§ TASK DESCRIPTION
Where "none" appears in a line of the entries below, that line should be copied.

§ DATA PROVIDED
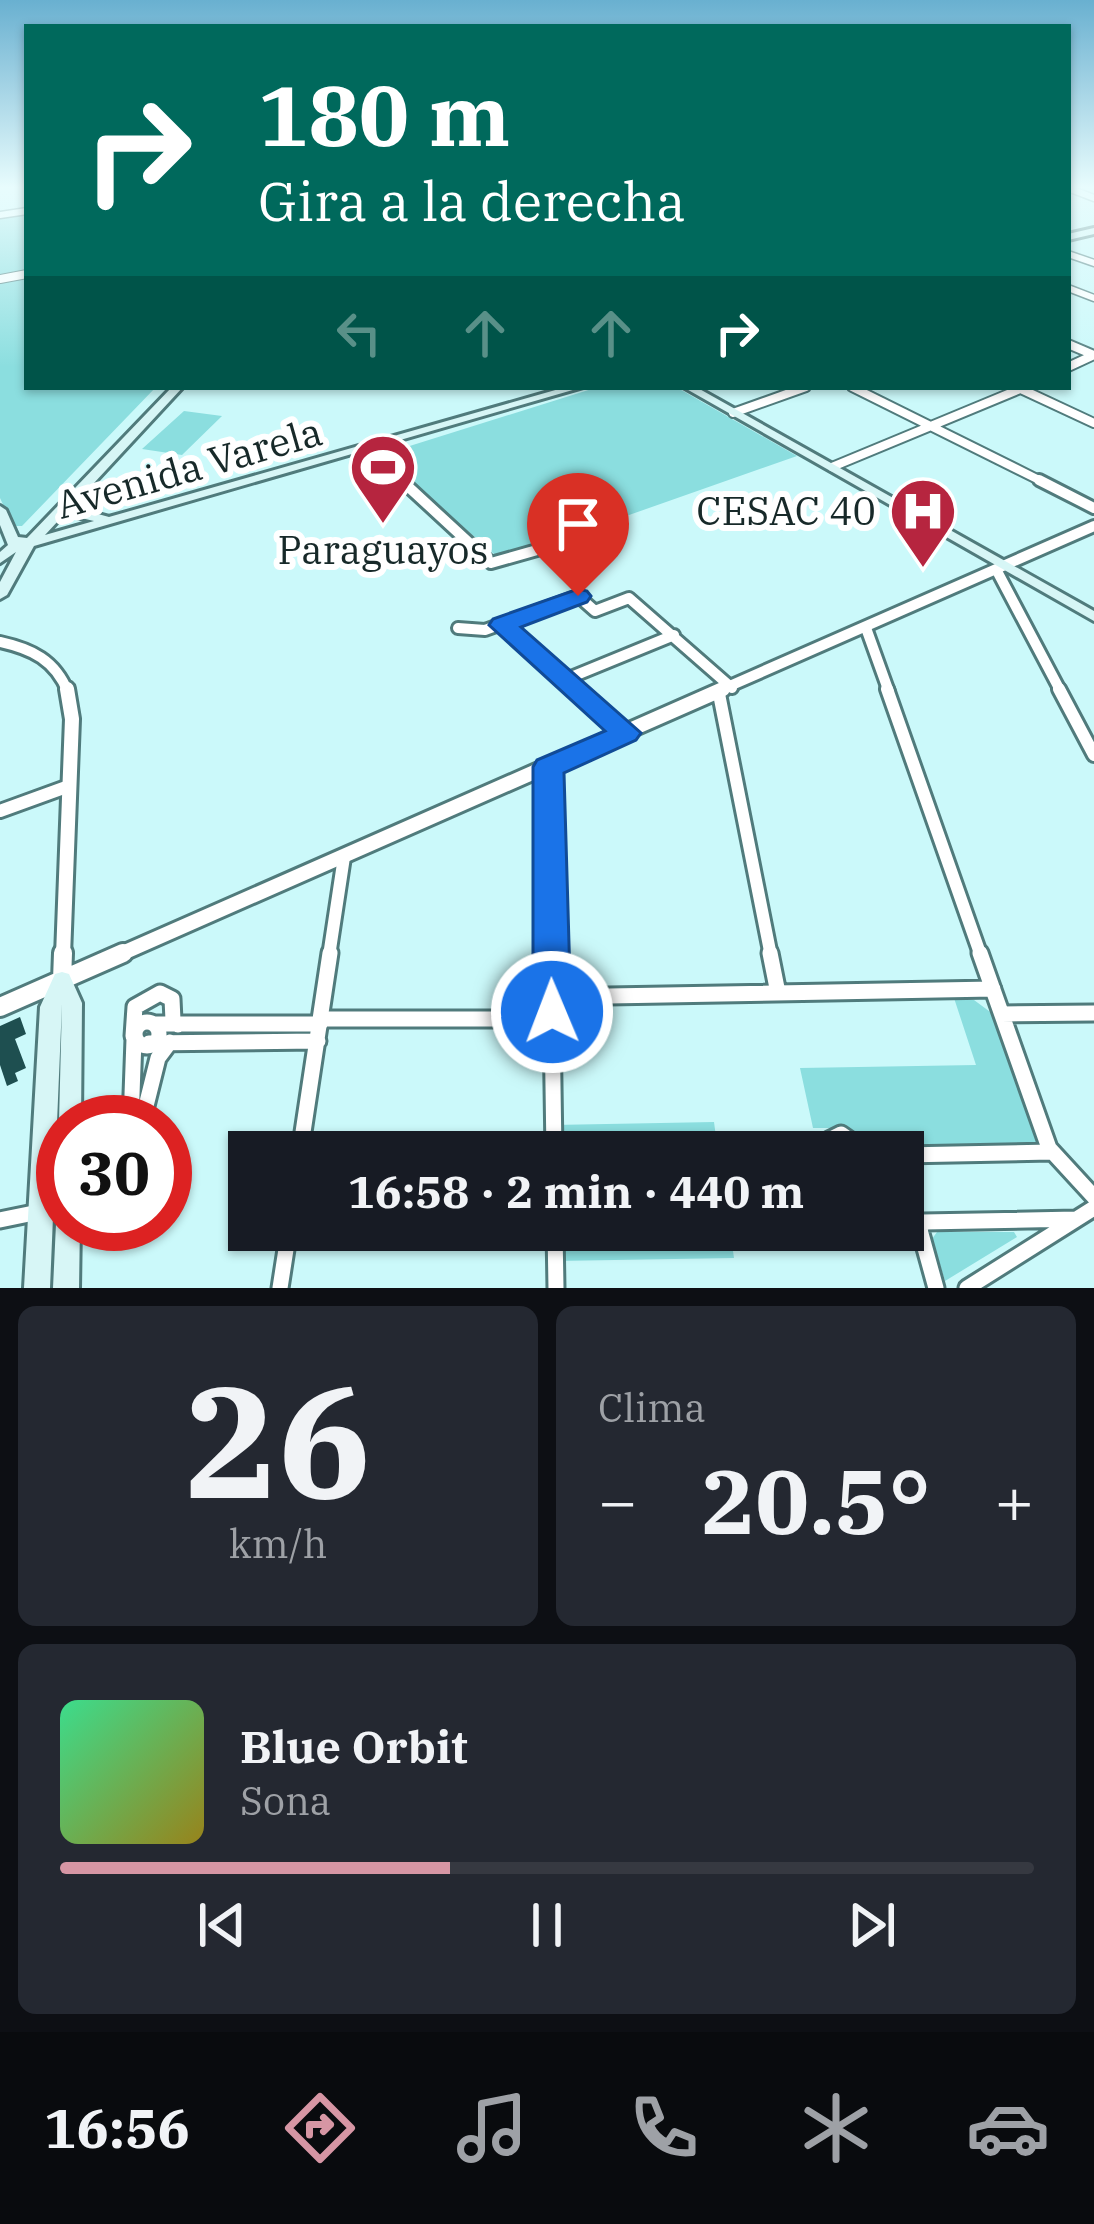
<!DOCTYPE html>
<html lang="es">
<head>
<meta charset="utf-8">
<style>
	body { margin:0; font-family:"IBM Plex Serif",serif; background:#242831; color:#f1f3f6; height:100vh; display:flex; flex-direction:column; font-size:45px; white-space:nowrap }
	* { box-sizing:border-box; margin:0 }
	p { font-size:39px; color:#9ea1a6 }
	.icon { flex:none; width:66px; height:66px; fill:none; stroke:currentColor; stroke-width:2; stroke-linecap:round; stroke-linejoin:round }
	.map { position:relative; height:1288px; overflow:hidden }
	.side { display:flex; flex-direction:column; gap:18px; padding:18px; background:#0d0f14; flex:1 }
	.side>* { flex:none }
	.top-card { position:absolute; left:24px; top:24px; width:1047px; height:366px; border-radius:0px; box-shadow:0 3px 9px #0004; background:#00695c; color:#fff; overflow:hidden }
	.speed { position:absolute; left:36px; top:1095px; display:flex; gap:24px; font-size:60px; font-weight:700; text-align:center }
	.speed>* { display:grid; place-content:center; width:156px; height:156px; border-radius:50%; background:#171b24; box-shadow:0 3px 9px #0004; line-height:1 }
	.speed .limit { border:18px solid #d22; background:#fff; color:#111 }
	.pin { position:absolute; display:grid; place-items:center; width:102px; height:102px; color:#fff; margin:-123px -51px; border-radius:50% 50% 50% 0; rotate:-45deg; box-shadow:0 0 12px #0007 }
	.pin .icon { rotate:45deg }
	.me { position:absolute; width:132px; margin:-66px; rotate:359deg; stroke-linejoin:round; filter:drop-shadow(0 0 9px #0008) }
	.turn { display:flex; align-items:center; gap:42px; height:252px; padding:0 36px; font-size:54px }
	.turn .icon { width:156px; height:156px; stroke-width:2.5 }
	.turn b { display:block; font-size:84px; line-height:102px }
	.lanes { display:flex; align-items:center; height:114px; padding:0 36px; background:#0003; justify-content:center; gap:60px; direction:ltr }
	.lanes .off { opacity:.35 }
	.big { font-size:90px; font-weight:700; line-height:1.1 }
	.side .tile { flex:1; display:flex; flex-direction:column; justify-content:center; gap:18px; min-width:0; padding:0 42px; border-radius:18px; background:#242831 }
	.side .dial { align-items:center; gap:0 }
	.dial b { font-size:156px; line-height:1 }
	.song { display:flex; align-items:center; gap:36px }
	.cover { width:144px; height:144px; border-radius:18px; background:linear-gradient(135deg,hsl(150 70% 55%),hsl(50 70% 35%)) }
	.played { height:12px; border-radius:6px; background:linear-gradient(90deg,#d696a4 40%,#363941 40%) }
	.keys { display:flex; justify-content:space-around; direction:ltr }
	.heat { display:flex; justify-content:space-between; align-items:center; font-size:66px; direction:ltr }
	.side .tiles { flex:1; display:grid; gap:18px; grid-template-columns:1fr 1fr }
	.tile:last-child { grid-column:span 2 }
	.trip { position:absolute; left:228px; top:1131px; width:696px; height:120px; border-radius:0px; background:#171b24; box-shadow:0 3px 9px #0004; font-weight:700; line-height:120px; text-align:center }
	.tabs { display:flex; height:192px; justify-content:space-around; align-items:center; background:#090b0e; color:#9ea1a6 }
	.tabs .icon { width:84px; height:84px }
	.tabs .on { color:#d696a4 }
	.tabs b { font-size:54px; color:#f1f3f6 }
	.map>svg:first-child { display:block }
	.green { fill:#8bdedf }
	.building { fill:#1e4f50 }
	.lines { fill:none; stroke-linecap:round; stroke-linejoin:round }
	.minor-far4-casing { stroke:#507b7c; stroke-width:9 }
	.minor-far3-casing { stroke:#507b7c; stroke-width:12 }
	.minor-far2-casing { stroke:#507b7c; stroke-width:16 }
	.minor-far1-casing { stroke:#507b7c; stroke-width:18 }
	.minor-casing { stroke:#507b7c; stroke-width:21 }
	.tertiary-far3-casing { stroke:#507b7c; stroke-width:10 }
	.tertiary-far2-casing { stroke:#507b7c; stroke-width:16 }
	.tertiary-far1-casing { stroke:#507b7c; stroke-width:20 }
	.tertiary-casing { stroke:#507b7c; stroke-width:24 }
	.secondary-casing { stroke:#507b7c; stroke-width:6 }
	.minor-far4 { stroke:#fff; stroke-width:6 }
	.minor-far3 { stroke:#fff; stroke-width:8 }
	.minor-far2 { stroke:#fff; stroke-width:10 }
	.minor-far1 { stroke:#fff; stroke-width:12 }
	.minor { stroke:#fff; stroke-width:15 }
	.tertiary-far3 { stroke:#fff; stroke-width:8 }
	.tertiary-far2 { stroke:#fff; stroke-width:10 }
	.tertiary-far1 { stroke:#fff; stroke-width:14 }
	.tertiary { stroke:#fff; stroke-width:18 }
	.secondary { fill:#d7f6f6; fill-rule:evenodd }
	.route { fill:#1a73e8; stroke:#114b97; stroke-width:3 }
	.labels { text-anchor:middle; stroke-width:12; stroke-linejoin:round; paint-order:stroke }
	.street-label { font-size:39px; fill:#172929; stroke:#fff }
	.poi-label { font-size:39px; fill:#172929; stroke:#fff; text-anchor:end }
</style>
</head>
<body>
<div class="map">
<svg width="1094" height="1288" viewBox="0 0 1094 1288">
	<rect width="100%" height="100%" fill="#cbf9fa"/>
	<path class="green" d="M27,212V271L0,277V217Z
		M27,278V387H156L22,526H13L0,498V283Z
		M598,387H676L797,456L501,560L381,455Z
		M184,411L222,416L182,455L142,449Z
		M954,998L974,1000L993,1014L1041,1146L878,1151L845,1128H813L800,1068L976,1065Z
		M714,1122L718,1152H554L553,1125Z
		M555,1230H730L734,1258L555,1261Z
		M937,1232H1014L1017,1237L945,1281L932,1239Z"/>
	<path class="building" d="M20,1017L26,1034L15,1039L26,1068L15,1073L18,1081L7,1086L0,1065V1026Z"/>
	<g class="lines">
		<defs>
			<path id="minor-far4" d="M1068,188L1094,198
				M0,215L27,211
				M1068,254L1094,263
				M1068,288L1094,298"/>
			<path id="minor-far3" d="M1068,344L1094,355
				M1068,367L1094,355
				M852,387L1045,483
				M1021,389L1094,423
				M733,413L806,387
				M365,448L404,483
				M832,467L1025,387"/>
			<path id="minor-far2" d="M401,480L491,563L590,535
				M1039,480L1094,508
				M997,571L1061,692
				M503,625L579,692
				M458,628L485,630L578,596L595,611L629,598L732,688
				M866,628L889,692
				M564,680L674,635"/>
			<path id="minor-far1" d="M576,689L626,733
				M887,689L981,956
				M1059,689L1094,755
				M719,694L771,956
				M548,767L551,956
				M0,811L69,786
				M329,956L344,857"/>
			<path id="minor" d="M551,953L554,1152
				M770,953L778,993
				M980,953L1049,1148L1094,1197
				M552,997L993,989
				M1002,1014L1094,1013
				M321,1019H552
				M135 1034a12 12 0 1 1 24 0a12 12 0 1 1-24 0Z
				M155,1024H320
				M133,1036L135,1007L160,993L172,999L173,1020L178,1025
				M149,1043L318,1041
				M131,1122L134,1039
				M142,1122L158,1058L170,1042
				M300,1152L330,953
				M833,1152L829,1140L841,1134L851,1141L852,1152
				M903,1155L1051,1152
				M0,1220L63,1207
				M555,1230L556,1288
				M280,1288L289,1230
				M936,1288L920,1230L923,1222L1076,1219
				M967,1288L1094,1208"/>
			<path id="tertiary-far3" d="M0,279L27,274"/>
			<path id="tertiary-far2" d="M0,642C32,649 55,660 68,692
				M716,692L1094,526"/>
			<path id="tertiary-far1" d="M63,956L72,719L67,689
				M116,956L723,689"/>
			<path id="tertiary" d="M62,980L63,953
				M0,1007L123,953"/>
			<path id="secondary" d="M1094,228V234L1068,240V234Z
				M172,387H183L81,497L87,511L109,517L566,387H583L34,546L7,595L0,599V582L16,552L0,563V552L8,545L0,525V506L6,510L18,537L27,538ZM72,506L77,517L94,521L45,535Z
				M683,387H696L1094,611V621Z
				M62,972L69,974L82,1003L81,1122H63V1130L59,1122L62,1004L50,1288H24L40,1007L55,974Z
				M63,1214V1224H80L79,1288H53L56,1224L59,1216Z"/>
		</defs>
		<use href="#minor-far4" class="minor-far4-casing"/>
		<use href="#minor-far3" class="minor-far3-casing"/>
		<use href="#minor-far2" class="minor-far2-casing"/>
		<use href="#minor-far1" class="minor-far1-casing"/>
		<use href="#minor" class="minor-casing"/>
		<use href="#tertiary-far3" class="tertiary-far3-casing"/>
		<use href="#tertiary-far2" class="tertiary-far2-casing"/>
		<use href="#tertiary-far1" class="tertiary-far1-casing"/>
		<use href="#tertiary" class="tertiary-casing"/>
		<use href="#secondary" class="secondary-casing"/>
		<use href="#minor-far4" class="minor-far4"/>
		<use href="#minor-far3" class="minor-far3"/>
		<use href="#minor-far2" class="minor-far2"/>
		<use href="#minor-far1" class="minor-far1"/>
		<use href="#minor" class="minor"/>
		<use href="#tertiary-far3" class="tertiary-far3"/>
		<use href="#tertiary-far2" class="tertiary-far2"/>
		<use href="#tertiary-far1" class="tertiary-far1"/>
		<use href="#tertiary" class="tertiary"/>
		<use href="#secondary" class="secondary"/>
	</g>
	<linearGradient id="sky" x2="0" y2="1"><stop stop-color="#69b0d0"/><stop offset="0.51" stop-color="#e8fcfd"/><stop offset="1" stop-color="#e8fcfd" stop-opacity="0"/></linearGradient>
	<rect width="1094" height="367" fill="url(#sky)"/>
	<path class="route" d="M578,589L587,591L591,596L587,602L521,627L641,733L636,740L564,773L571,1012L565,1023L552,1028L539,1023L533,1012V767L537,760L605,731L489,625L493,619Z"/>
	<defs>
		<symbol id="stadium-pin" viewBox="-11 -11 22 30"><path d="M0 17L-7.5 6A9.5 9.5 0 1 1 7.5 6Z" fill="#b6253f" stroke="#fff"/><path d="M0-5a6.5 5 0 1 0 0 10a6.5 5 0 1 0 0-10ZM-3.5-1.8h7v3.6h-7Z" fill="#fff"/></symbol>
		<symbol id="hospital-pin" viewBox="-11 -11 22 30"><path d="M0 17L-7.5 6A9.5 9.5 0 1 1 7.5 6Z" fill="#b6253f" stroke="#fff"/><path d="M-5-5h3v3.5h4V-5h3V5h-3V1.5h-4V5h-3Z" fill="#fff"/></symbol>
	</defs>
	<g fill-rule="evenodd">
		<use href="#stadium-pin" x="345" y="429" width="76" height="104"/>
		<use href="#hospital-pin" x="885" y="473" width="76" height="104"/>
	</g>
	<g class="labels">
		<g class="street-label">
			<text transform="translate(189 468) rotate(-16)" y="14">Avenida Varela</text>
		</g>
		<g class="poi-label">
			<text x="876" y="525">CESAC 40</text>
			<text x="383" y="564" text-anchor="middle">Paraguayos</text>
		</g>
	</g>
</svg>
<div class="speed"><div class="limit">30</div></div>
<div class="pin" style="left:578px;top:596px;background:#d93025"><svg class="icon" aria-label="arrive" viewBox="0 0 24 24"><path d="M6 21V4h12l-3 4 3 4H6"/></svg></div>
<svg class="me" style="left:552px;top:1012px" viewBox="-20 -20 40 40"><circle r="17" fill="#1a73e8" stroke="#fff" stroke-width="3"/><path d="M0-11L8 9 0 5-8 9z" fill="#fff"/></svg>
<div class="trip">16:58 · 2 min · 440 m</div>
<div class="top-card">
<div class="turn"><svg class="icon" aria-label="right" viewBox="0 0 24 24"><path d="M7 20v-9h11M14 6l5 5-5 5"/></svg><div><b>180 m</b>Gira a la derecha</div></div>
<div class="lanes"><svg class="icon off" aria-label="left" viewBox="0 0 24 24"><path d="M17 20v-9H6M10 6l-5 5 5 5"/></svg><svg class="icon off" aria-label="ahead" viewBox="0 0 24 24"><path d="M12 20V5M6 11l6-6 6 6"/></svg><svg class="icon off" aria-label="ahead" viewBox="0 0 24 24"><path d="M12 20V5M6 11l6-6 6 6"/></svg><svg class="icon" aria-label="right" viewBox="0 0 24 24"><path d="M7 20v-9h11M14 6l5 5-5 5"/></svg></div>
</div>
</div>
<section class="side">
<div class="tiles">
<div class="tile dial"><b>26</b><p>km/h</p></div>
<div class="tile"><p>Clima</p>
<div class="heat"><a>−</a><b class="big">20.5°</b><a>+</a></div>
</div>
<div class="tile">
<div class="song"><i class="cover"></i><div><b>Blue Orbit</b><p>Sona</p></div></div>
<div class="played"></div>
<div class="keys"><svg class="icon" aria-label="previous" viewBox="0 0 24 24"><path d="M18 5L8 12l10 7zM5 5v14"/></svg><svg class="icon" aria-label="pause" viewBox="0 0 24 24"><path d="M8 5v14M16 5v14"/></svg><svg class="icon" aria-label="next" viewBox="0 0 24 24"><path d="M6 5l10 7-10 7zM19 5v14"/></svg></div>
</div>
</div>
</section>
<nav class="tabs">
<b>16:56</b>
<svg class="icon on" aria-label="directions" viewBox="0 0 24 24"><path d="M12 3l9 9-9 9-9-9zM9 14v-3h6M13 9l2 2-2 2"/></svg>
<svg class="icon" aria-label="music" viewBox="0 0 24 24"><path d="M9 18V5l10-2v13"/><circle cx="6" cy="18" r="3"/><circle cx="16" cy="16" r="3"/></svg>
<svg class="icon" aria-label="phone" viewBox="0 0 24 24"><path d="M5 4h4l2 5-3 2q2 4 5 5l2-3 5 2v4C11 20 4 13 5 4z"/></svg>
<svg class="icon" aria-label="climate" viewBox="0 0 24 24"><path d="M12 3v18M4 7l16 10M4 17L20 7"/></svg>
<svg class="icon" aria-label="car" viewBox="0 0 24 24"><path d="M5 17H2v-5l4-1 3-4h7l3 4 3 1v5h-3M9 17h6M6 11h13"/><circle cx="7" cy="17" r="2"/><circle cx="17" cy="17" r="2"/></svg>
</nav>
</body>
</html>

§ WRITTEN REPLY
	.icon { flex:none; width:66px; height:66px; fill:none; stroke:currentColor; stroke-width:2; stroke-linecap:round; stroke-linejoin:round }
	.side>* { flex:none }
	.lines { fill:none; stroke-linecap:round; stroke-linejoin:round }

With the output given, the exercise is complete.